Monthly Archives: January 2021

Grammatical word-disambiguation again

The challenge is especially that of generalizing the grammatical word-disambiguation to several languages. Creating a module of grammatical word-disambiguation for each language appears to be a long and arduous task. This seems to be the main difficulty. But if a module specific to a given language can be generalized to several other languages, this could be an important advance in the field of rule-based machine translation (which simulates human reasoning seems to me a more appropriate term).

We can describe the problem more precisely. We have about 100 grammatical categories for a given language. We also have about 300 ambiguous grammatical types – to fix ideas – which are: e.g., adverb or preposition, singular masculine noun or singular masculine adjective, etc. The problem is to describe an algorithm to remove the ambiguity and determine the corresponding grammatical type according to the context.

Now rewriting the complete module of disambiguation by grammatical type, so that it can be used and adapted to other languages (Italian in the first place). It remains to be seen if this can be done.

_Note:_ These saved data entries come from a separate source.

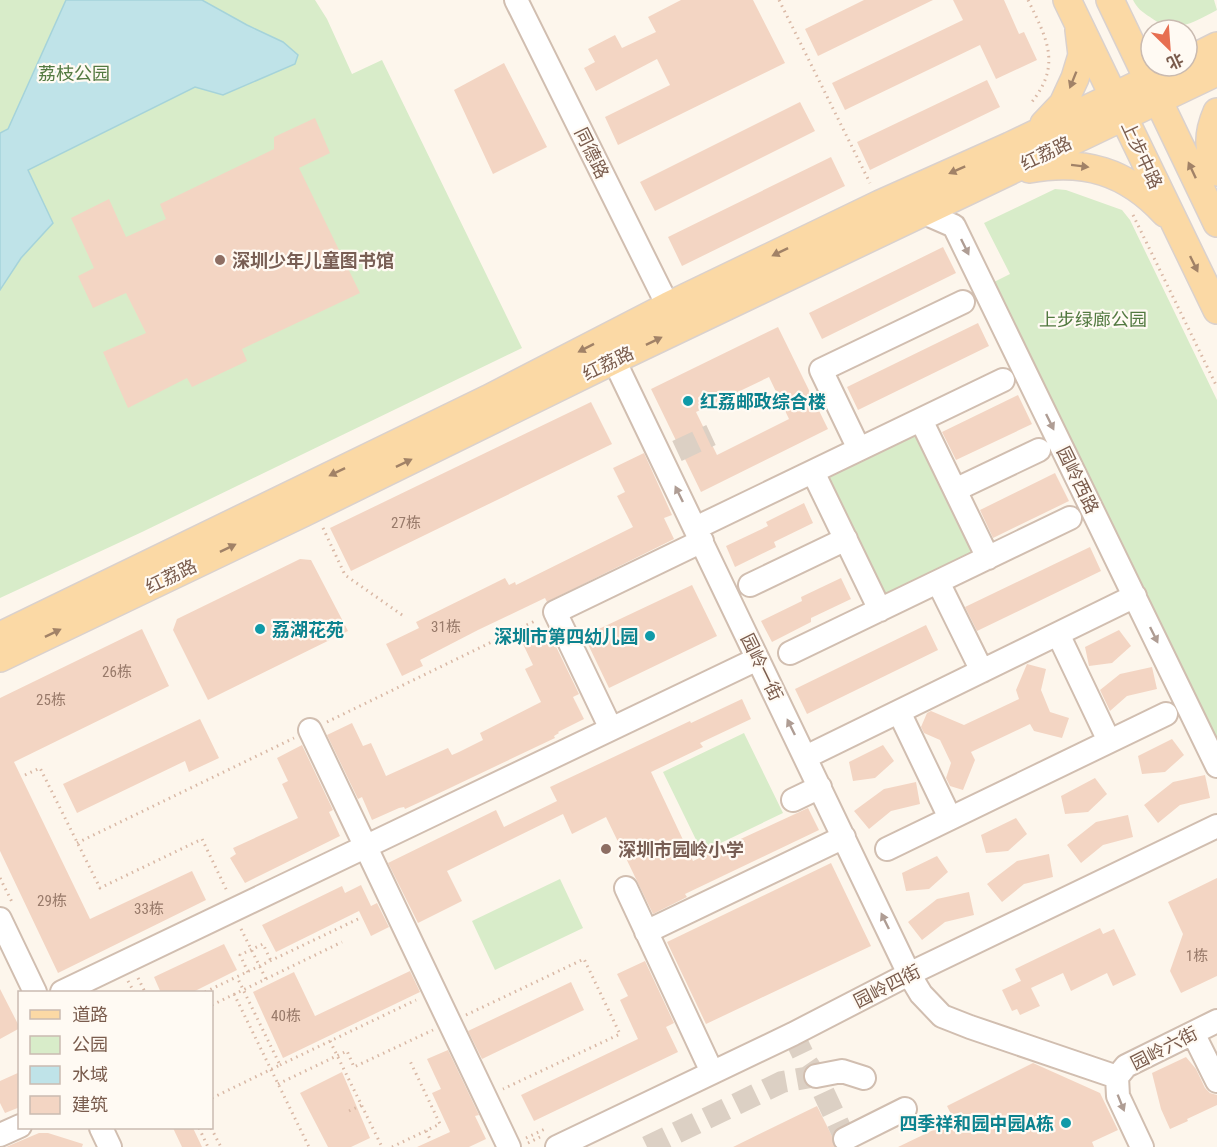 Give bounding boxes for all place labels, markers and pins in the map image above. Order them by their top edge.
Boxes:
place label: 深圳少年儿童图书馆 [232,250,394,271]
marker: 深圳少年儿童图书馆 [213,253,227,267]
place label: 红荔邮政综合楼 [700,391,826,412]
marker: 红荔邮政综合楼 [681,394,695,408]
place label: 荔湖花苑 [272,619,344,640]
marker: 荔湖花苑 [253,622,267,636]
place label: 深圳市第四幼儿园 [494,626,638,647]
marker: 深圳市第四幼儿园 [643,629,657,643]
place label: 深圳市园岭小学 [618,839,744,860]
marker: 深圳市园岭小学 [599,842,613,856]
place label: 四季祥和园中园A栋 [899,1113,1054,1134]
marker: 四季祥和园中园A栋 [1059,1116,1073,1130]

First steps in gallurese language

The translator takes his first steps in translating from French into the Gallurian language. The first tests show a score of 75-80%, with many errors in grammar, spelling and vocabulary. It will be necessary to reach a score of 90% before the result can be published.

The ideal would have been the Italian-Gallurian translation, but this is not yet possible: it will be necessary to translate (i) Italian into French, then (ii) French into Gallurian.

Hinting at the Control problem

The question of choosing the best system to solve the problems posed by word disambiguation in the field of translation seems to be linked to the AGI control problem (how to avoid that an AGI finally turns out to be harmful for its creators). It seems that when we have the choice between several methods to develop an AI, it is wiser to choose the one that allows a better control of the AGI. As far as machine translation is concerned, we should thus prefer in this regard the method that emulates human reasoning, and that produces a response that can be broken down step by step into the reasoning that leads to it. This makes it possible to accurately determine the cause of an error, but also to remedy it. This problem does not only concern machine translation, but has a somewhat extended scope. For grammatical disambiguation concerns machine translation, but also the understanding of natural language, and disambiguation according to context, in the very absence of any translation.

On the implementation of grammatical disambiguation

Grammatical disambiguation – i.e. whether ‘maintenant’ is and adverb (now) or the gerundive (maintaining) of the verb ‘maintenir’ – seems to be the crucial issue for the adoption of the rule-based model or statistical model for machine translation. This problem is widespread and seems to concern all languages. For the French language, this problem of grammatical disambiguation concerns about 1 word out of 7. Effective grammatical disambiguation is difficult to implement. The advantage of adopting the statistical method for grammatical disambiguation is that the same method can be generalized and used for several languages. In the case of the rule-based model, the module of grammatical disambiguation must be rewritten for each language, which generates considerable complexity and requires a very significant development time. Therefore, a rule-based method for grammatical disambiguation that can be easily applied to several languages would be of great interest. This seems to be the main difficulty that rule-based machine translation is designed to overcome.

But if we want an artificial intelligence that not only provides an (mostly accurate) answer without being able to really explain its reasoning, but is truly able to emulate human reasoning and to justify and describe step by step the reasoning that leads to its answer, then it is worth the effort.

The 90% rule

The translation from French to Gallurese is in progress and currently under development. An application for Android is first planned. It will be called ‘traducidori gaddhuresu’. Currently the French-Gallurese translator is undergoing testing. It will only be published if its performance (evaluated by an open test) is above 90%. This is a rule that we apply to ourselves, and is specific to endangered languages. We consider that for them, a poor or low quality translation can be more harmful than useful.